Europe’s Birth Rate Dropping Amid Mass Immigrant Influx 

Throughout much of Europe, immigration has been a major issue as elections have taken place recently, with many voters voicing their displeasure over the state of affairs.

There were deep splits noticed at the polls for all 27 of the EU nations earlier in June, on topics such as immigration, net zero and more.

But, stats about another topic is showing that there’s another potential major issue brewing. The birth rate in Europe is dropping a lot, which could provoke “staggering social change,” demographic experts have warned if something doesn’t change soon.

The Pope actually issued a stern warning about the topic earlier in 2024 when he said:

“Without children, a country loses its desire for the future.”

The Pop was speaking after stats were revealed that show births in Italy had dipped to only 379,000 last year, a record low. That really poor year followed 15 consecutive years of a decline in the country’s birth rate.

Thousands of schools in Italy have closed in recent years because there simply aren’t enough children to attend them.

A family-first campaign has been launched in Italy by Prime Minister Giorgia Meloni, who has the backing of the Pope on the plan. She is going to try to increase the number of births to 500,000 annually over the next 10 years, as she says it’s essential to prevent their society from collapsing because elderly workers will far outnumber younger ones.

This isn’t a problem that’s relegated to just Italy, either. Another Catholic-majority country, Spain, has experienced an even steeper decrease in the birth rate.

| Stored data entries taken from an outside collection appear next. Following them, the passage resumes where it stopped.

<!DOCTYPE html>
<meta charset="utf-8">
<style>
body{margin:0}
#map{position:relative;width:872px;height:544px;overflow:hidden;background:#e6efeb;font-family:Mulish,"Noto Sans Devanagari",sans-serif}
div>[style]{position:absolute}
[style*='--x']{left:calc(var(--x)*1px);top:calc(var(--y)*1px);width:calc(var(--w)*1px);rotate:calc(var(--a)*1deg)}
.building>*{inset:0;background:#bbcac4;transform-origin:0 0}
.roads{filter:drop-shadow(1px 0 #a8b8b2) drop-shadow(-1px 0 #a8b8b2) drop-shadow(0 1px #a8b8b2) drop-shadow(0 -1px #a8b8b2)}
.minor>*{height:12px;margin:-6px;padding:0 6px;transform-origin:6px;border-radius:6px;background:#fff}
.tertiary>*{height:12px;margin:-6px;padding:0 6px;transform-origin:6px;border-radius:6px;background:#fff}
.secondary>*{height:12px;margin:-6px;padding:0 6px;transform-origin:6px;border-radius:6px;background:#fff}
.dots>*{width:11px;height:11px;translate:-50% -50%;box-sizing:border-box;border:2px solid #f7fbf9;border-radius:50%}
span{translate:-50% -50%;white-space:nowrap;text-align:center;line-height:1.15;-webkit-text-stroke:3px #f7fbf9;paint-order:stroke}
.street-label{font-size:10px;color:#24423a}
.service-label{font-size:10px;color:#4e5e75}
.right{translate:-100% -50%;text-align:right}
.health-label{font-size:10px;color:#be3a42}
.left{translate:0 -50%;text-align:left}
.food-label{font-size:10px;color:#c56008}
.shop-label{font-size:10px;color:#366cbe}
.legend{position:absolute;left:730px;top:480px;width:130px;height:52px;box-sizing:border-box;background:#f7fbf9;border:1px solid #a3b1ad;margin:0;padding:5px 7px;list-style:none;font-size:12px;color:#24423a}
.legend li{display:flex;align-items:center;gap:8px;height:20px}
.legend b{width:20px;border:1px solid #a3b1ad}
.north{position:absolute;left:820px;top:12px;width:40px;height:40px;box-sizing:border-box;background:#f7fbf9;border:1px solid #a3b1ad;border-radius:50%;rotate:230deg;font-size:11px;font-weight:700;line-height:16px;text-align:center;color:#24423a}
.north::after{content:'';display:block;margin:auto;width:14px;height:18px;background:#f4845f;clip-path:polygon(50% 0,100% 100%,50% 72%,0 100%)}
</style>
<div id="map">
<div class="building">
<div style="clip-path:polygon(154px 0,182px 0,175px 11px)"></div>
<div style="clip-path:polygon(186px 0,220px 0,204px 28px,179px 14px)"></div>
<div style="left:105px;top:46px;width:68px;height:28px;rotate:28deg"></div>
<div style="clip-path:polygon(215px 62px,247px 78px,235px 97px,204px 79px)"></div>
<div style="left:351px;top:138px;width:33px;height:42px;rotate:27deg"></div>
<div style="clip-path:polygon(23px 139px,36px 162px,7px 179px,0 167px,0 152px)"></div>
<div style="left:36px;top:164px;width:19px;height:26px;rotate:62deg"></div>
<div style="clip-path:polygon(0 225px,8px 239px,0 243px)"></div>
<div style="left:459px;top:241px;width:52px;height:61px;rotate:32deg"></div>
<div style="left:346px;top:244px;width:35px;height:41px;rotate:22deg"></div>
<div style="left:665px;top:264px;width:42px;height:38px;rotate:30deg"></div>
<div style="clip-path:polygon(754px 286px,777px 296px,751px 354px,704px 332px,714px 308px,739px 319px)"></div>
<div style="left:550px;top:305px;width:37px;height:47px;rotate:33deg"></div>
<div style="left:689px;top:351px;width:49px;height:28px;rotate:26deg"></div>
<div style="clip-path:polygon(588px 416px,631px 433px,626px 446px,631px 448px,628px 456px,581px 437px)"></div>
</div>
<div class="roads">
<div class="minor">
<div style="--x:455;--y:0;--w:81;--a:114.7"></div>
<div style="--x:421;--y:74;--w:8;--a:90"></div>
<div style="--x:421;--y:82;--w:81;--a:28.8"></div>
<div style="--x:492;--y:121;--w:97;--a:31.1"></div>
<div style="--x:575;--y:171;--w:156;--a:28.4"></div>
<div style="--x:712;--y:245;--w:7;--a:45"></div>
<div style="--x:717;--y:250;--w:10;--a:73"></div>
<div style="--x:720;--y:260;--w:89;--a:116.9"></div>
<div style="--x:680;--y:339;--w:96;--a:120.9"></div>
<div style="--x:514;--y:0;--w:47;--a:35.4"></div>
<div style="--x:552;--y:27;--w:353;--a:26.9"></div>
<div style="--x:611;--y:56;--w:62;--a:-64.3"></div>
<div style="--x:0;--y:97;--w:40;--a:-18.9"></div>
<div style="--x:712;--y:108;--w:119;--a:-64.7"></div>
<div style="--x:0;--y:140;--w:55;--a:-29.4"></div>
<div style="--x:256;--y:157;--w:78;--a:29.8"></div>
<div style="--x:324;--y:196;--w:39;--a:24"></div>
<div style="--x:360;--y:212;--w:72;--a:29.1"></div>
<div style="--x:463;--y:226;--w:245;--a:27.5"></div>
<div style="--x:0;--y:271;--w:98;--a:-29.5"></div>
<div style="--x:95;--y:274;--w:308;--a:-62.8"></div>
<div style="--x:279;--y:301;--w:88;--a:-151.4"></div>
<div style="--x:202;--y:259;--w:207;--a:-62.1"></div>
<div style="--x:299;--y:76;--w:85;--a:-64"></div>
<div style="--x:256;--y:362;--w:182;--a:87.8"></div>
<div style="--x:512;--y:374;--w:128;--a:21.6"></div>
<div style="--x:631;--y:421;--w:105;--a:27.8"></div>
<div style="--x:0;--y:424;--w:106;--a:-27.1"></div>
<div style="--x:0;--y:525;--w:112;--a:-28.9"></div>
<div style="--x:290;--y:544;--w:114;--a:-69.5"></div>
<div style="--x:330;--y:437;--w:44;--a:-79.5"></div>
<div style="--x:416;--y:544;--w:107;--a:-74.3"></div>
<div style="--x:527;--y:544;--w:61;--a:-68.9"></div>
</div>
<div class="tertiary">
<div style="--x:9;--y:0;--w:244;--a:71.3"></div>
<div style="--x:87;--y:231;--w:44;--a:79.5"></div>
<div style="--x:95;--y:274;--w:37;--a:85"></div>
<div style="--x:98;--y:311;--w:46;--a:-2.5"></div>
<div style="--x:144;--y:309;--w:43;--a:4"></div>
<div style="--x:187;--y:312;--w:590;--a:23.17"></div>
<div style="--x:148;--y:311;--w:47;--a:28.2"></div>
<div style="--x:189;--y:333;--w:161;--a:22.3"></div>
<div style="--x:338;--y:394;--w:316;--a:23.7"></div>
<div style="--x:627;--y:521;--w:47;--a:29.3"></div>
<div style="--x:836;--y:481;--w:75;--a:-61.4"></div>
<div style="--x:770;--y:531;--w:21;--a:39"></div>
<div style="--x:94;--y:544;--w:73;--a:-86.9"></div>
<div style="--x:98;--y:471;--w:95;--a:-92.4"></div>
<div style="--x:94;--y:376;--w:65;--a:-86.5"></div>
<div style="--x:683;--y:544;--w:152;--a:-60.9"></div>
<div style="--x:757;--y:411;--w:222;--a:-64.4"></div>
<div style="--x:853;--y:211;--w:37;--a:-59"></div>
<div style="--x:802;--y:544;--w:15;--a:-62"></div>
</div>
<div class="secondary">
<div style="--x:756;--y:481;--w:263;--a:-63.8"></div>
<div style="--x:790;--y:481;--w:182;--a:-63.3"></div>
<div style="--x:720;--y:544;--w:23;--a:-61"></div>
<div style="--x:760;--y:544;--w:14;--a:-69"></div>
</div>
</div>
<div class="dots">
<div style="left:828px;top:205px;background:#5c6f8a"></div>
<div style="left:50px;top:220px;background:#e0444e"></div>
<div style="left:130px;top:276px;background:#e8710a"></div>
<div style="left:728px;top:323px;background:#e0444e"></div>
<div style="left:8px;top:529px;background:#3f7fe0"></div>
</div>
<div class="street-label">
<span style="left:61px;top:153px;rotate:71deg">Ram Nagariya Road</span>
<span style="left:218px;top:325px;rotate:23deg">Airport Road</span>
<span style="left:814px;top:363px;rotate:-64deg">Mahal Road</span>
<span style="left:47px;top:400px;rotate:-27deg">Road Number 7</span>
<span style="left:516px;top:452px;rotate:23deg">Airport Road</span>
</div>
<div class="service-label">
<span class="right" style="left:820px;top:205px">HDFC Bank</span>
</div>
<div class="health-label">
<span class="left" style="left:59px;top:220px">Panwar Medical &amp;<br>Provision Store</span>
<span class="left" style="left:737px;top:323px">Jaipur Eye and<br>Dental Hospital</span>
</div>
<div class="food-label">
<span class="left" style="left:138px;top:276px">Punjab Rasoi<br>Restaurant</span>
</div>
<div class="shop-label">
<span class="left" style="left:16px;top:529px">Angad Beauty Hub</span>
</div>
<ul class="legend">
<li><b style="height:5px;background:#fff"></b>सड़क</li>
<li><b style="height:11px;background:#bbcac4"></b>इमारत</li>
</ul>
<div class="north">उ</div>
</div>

Experts say that a stable national population can only be maintained if every woman has 2.1 babies on average, what is known as the fertility replacement rate. If numbers are lower than that, the number of young people will fall precipitously. 

Not only does that cause issues for the long-term future of a population, it can have significant negative effects on the current population. That’s because when there are less young people in society, fewer people enter the workforce, and fewer people pay taxes, which fund programs such as health services and welfare in many countries.

Not one EU country is above that fertility replacement rate threshold. And while that hasn’t resulted in any nation collapsing yet, there could be bad news on the horizon.

A March report published in The Lancet medical journal said that this trend would result in “staggering social change. … Implications of falling fertility rates are immense,” it added, saying that the entire world could end up being reshaped from what we now know.

As the report noted:

“There will be only six countries, Samoa, Somalia, Tonga, Niger, Chad and Tajikistan where the replacement rate will be above 2.1 by the end of the century.”

Women are only have 1.49 babies on average in the UK, according to 2022 data. That’s much lower than the rate from the 1960s that was 2.6.

For the first time in history, half of all women turn 30 years old without having a child. And, what’s worse is that the projected rate for 2100 is only 1.3 babies per woman on average.